In the FSU, winter grains are easing into winter dormancy across northern regions of Russia, and dry weather continues to be the rule in Ukraine and southern Russia, helping with late-season summer crop harvesting.
In East Asia, seasonably dry weather is easing wetness for winter rapeseed in the Yangtze River Basin while light showers are providing favourable moisture for winter wheat on the North China Plain.
In Southeast Asia, Tropical Cyclone Noul brought heavy showers to the Central Highlands of Vietnam in the last week, slowing coffee harvesting. Seasonably dry weather, meanwhile, aids rice and corn harvesting in Thailand, and showers in Indonesia are favouring the developing rice crop.

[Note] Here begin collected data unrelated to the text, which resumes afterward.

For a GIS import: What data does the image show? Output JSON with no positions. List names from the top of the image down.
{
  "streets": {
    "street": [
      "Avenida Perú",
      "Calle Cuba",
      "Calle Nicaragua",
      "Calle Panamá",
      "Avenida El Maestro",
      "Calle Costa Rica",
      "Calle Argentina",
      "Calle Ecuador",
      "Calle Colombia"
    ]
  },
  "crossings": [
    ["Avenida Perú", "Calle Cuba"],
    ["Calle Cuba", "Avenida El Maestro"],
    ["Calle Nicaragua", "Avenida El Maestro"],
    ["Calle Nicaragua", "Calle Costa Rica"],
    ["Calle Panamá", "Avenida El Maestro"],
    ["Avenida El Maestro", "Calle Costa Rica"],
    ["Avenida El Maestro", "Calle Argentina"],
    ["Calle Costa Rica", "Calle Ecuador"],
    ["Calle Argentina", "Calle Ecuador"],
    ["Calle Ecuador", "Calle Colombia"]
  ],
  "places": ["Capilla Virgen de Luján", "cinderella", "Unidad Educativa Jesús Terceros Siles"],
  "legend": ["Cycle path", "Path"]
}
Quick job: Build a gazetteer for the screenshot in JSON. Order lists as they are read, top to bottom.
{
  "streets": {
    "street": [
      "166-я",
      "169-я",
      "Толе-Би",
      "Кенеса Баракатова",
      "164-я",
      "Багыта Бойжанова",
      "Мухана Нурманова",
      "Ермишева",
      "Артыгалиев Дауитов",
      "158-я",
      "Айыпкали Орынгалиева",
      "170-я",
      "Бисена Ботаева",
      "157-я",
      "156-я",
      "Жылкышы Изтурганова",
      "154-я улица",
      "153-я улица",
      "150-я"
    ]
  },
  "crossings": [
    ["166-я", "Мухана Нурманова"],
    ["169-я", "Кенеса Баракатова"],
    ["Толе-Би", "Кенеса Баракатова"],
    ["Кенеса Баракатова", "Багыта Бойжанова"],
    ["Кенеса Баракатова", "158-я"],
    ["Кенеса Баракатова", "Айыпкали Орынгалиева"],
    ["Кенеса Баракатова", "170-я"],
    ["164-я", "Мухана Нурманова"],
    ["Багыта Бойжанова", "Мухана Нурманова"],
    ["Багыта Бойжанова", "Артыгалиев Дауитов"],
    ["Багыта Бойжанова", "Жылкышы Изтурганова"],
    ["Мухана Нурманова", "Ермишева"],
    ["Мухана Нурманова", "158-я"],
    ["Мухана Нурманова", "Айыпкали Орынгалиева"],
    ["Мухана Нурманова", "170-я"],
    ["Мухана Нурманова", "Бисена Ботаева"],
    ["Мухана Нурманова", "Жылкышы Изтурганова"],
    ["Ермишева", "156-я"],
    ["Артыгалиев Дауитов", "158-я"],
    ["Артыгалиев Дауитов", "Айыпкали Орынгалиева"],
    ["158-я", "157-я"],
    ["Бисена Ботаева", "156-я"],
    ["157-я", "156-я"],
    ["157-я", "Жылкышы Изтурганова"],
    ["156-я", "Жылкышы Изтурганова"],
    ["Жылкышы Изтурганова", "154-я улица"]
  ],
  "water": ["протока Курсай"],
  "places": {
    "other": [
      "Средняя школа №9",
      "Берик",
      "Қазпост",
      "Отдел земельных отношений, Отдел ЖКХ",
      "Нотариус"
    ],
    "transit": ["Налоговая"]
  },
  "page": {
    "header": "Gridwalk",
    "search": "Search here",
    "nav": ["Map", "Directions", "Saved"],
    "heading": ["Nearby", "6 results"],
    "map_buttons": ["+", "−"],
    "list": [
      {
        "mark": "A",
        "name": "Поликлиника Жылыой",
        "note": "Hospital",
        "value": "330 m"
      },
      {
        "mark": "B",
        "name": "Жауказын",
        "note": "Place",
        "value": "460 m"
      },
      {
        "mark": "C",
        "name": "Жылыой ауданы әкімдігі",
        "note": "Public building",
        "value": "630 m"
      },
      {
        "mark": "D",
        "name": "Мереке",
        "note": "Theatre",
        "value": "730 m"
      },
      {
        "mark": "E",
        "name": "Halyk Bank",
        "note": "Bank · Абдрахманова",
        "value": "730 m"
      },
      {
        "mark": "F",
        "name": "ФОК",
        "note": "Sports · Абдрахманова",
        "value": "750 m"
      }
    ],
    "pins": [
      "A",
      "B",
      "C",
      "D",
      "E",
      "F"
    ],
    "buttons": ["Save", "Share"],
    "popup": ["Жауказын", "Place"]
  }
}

In South Asia, Tropical Cyclone Khai-Muk is hampering summer crop harvesting in southeastern India.
In the Middle East, generally sunny skies are promoting development of winter crops.
In Australia, mostly dry weather domiantes the wheat belt, favouring maturation and harvest efforts. Sunny weather in eastern Australia is benefiting crops in the germination and emergence phase.
In South America, seasonal rains improved planting prospects for soybeans and other summer crops throughout central and northeastern Brazil while warm and dry weather persists in Argentina’s eastern and southern summer grain and oilseed areas, reducing moisture for emerging corn, sunflowers and soybeans.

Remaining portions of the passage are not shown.